Par comparaison avec la misérable fièvre qui m'avait tenu depuis que j'avais quitté Jeanne et sa mère, j'étais même très bien portant.

Mes idées étaient nettes, plus nettes assurément qu'à aucun autre instant de cette terrible soirée.

Seulement je ne souffrais plus. Je regardais sans colère personnelle les deux lettres anonymes qui étaient là sur ma table, et la pensée de Jeanne elle-même ne m'affectait plus que d'une manière indirecte.

Il en était de même pour la pensée de moi.

Me fais-je bien comprendre? J'ai peur que non. J'y mets sans doute trop de ménagements par la frayeur que j'ai de passer pour un homme en état de démence.

Et n'est-ce pas déjà folie, Geoffroy, que de compter à ce point sur une amitié que vous ne m'avez jamais jurée?

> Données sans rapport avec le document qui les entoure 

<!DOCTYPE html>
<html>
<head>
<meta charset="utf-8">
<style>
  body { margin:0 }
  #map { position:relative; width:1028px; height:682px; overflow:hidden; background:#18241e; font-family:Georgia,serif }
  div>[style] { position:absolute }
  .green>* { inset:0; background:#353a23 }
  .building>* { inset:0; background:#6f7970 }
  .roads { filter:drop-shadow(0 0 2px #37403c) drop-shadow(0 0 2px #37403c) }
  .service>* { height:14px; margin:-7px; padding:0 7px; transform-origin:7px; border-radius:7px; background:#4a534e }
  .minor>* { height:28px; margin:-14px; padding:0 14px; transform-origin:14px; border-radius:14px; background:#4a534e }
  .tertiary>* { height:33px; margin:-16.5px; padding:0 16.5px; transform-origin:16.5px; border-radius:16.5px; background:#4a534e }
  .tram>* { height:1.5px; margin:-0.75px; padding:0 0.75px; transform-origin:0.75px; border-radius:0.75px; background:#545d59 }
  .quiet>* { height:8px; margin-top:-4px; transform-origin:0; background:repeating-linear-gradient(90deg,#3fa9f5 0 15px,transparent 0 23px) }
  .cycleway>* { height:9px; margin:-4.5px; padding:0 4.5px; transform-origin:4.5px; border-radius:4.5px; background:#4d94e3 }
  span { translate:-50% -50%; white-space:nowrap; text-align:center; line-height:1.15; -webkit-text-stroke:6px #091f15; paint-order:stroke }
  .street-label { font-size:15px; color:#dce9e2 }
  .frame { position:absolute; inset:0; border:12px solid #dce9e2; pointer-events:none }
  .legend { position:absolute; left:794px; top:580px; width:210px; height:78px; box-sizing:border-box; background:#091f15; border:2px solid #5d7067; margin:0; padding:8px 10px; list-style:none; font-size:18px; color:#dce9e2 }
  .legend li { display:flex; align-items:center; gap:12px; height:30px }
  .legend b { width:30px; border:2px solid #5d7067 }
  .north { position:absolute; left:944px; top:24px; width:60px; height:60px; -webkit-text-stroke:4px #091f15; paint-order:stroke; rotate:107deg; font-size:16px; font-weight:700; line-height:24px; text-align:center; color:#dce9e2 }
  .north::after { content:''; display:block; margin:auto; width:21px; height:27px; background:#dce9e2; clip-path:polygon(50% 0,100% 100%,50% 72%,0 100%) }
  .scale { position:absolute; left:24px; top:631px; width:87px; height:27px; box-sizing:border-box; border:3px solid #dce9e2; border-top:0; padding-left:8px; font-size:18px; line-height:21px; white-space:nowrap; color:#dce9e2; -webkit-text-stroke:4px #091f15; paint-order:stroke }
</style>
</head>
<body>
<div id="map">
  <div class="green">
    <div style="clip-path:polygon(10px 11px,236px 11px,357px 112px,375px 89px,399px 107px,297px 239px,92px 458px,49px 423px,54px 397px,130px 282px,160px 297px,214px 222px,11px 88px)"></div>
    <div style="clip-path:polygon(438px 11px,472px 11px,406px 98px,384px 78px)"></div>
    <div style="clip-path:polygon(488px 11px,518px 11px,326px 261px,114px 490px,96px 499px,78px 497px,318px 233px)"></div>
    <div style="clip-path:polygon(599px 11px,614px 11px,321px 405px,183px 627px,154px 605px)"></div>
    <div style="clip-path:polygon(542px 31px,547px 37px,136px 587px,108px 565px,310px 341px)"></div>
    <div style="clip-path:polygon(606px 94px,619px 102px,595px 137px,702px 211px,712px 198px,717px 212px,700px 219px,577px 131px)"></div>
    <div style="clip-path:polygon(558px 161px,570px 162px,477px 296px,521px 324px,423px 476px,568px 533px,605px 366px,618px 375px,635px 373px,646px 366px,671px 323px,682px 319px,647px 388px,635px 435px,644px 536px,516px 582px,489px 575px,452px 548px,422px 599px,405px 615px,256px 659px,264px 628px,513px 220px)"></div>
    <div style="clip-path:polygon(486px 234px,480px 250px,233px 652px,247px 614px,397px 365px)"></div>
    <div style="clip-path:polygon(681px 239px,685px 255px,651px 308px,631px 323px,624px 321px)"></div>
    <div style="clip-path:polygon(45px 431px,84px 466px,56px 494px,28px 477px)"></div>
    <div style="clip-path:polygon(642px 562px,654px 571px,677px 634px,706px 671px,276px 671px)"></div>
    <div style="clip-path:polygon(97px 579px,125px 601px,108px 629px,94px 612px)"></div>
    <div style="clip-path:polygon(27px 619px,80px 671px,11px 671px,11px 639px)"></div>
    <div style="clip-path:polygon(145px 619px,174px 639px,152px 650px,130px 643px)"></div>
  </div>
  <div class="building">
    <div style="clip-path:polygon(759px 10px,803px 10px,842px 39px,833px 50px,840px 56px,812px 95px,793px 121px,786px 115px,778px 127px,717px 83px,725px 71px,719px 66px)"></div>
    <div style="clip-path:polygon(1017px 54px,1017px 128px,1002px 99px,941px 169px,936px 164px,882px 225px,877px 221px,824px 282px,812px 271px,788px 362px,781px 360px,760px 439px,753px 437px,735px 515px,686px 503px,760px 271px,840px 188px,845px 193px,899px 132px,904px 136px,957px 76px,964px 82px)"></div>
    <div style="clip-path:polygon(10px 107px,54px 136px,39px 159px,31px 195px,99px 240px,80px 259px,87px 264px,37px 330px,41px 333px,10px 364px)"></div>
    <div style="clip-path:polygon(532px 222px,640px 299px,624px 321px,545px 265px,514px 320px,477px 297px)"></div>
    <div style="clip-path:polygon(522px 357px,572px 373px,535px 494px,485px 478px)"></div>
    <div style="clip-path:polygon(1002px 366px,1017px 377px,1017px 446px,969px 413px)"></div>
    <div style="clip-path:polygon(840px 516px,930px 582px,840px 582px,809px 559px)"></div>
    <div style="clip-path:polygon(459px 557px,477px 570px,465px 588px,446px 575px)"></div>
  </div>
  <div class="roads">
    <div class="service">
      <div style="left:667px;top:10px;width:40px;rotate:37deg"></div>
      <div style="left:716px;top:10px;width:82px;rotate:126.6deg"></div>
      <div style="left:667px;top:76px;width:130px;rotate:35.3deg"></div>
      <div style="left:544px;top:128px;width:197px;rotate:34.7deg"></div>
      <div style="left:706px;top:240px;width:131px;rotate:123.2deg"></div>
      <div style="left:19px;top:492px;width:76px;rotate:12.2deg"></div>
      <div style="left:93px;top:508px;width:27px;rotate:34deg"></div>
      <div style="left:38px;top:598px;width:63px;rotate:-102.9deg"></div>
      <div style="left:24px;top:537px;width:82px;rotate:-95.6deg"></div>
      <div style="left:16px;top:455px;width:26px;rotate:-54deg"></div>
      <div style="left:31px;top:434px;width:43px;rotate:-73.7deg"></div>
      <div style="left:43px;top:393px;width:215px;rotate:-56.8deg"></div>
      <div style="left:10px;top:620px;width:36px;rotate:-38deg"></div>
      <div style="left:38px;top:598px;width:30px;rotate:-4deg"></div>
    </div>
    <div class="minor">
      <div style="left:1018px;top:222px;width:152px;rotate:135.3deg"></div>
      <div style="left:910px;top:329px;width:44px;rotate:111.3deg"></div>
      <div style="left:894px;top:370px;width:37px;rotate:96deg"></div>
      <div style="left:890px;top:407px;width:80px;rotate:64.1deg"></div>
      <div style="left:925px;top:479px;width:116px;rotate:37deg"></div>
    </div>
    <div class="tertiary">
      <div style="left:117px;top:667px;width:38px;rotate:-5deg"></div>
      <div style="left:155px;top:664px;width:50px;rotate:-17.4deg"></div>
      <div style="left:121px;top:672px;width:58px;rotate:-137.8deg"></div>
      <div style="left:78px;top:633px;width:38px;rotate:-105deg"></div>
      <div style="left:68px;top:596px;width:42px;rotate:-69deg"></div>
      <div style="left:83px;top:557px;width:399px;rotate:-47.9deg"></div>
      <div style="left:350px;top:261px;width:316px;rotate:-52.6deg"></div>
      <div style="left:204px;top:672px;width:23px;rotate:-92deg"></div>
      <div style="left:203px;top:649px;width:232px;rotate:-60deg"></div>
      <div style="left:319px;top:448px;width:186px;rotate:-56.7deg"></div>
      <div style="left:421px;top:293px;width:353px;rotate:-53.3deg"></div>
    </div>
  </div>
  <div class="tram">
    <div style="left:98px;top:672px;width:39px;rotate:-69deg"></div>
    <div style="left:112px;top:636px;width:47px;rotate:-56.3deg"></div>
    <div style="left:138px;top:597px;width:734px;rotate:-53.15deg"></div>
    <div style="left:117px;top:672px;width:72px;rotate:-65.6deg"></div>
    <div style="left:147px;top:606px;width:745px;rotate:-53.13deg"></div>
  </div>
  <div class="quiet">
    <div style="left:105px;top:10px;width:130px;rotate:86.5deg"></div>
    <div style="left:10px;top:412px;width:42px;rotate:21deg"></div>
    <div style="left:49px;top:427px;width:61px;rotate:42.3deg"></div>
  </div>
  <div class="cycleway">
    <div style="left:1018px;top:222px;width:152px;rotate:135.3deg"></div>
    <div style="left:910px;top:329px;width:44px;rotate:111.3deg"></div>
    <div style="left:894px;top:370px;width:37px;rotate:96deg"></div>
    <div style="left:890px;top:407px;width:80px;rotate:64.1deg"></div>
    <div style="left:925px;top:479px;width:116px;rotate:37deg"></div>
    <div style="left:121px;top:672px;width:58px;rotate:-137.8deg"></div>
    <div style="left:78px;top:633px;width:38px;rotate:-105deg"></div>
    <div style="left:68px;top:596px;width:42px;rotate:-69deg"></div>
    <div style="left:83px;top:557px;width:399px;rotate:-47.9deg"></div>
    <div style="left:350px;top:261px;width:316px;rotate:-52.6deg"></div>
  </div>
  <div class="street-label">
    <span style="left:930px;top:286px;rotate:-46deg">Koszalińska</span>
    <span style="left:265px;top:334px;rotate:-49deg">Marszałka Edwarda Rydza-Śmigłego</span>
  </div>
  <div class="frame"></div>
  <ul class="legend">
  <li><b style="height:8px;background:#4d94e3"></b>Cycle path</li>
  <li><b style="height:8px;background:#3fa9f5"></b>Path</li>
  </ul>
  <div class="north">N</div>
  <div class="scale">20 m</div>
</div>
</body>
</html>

Amitié si douteuse, mon Dieu! à mes propres yeux, que je n'ai pas encore osé vous envoyer mes confessions, écrites pour vous, pour vous seul!

Ô Geoffroy! mon frère! mon espoir unique! si tu me manquais, tout me manquerait!

Si tu ne m'aimes pas encore comme il faut qu'on m'aime, tâche de m'aimer. Je mérite d'être aimé autrement que les autres, puisque je souffre plus que les autres. Je me dis: Il m'aimera quand il aura lu. Je le crois, je le sais, j'en suis sûr. C'est ma foi et c'est mon salut. Si tu venais vers moi! si je me réchauffais, serré contre ta poitrine!... Pour toi, donc, je m'explique entièrement, pauvre créature qui a honte d'elle-même.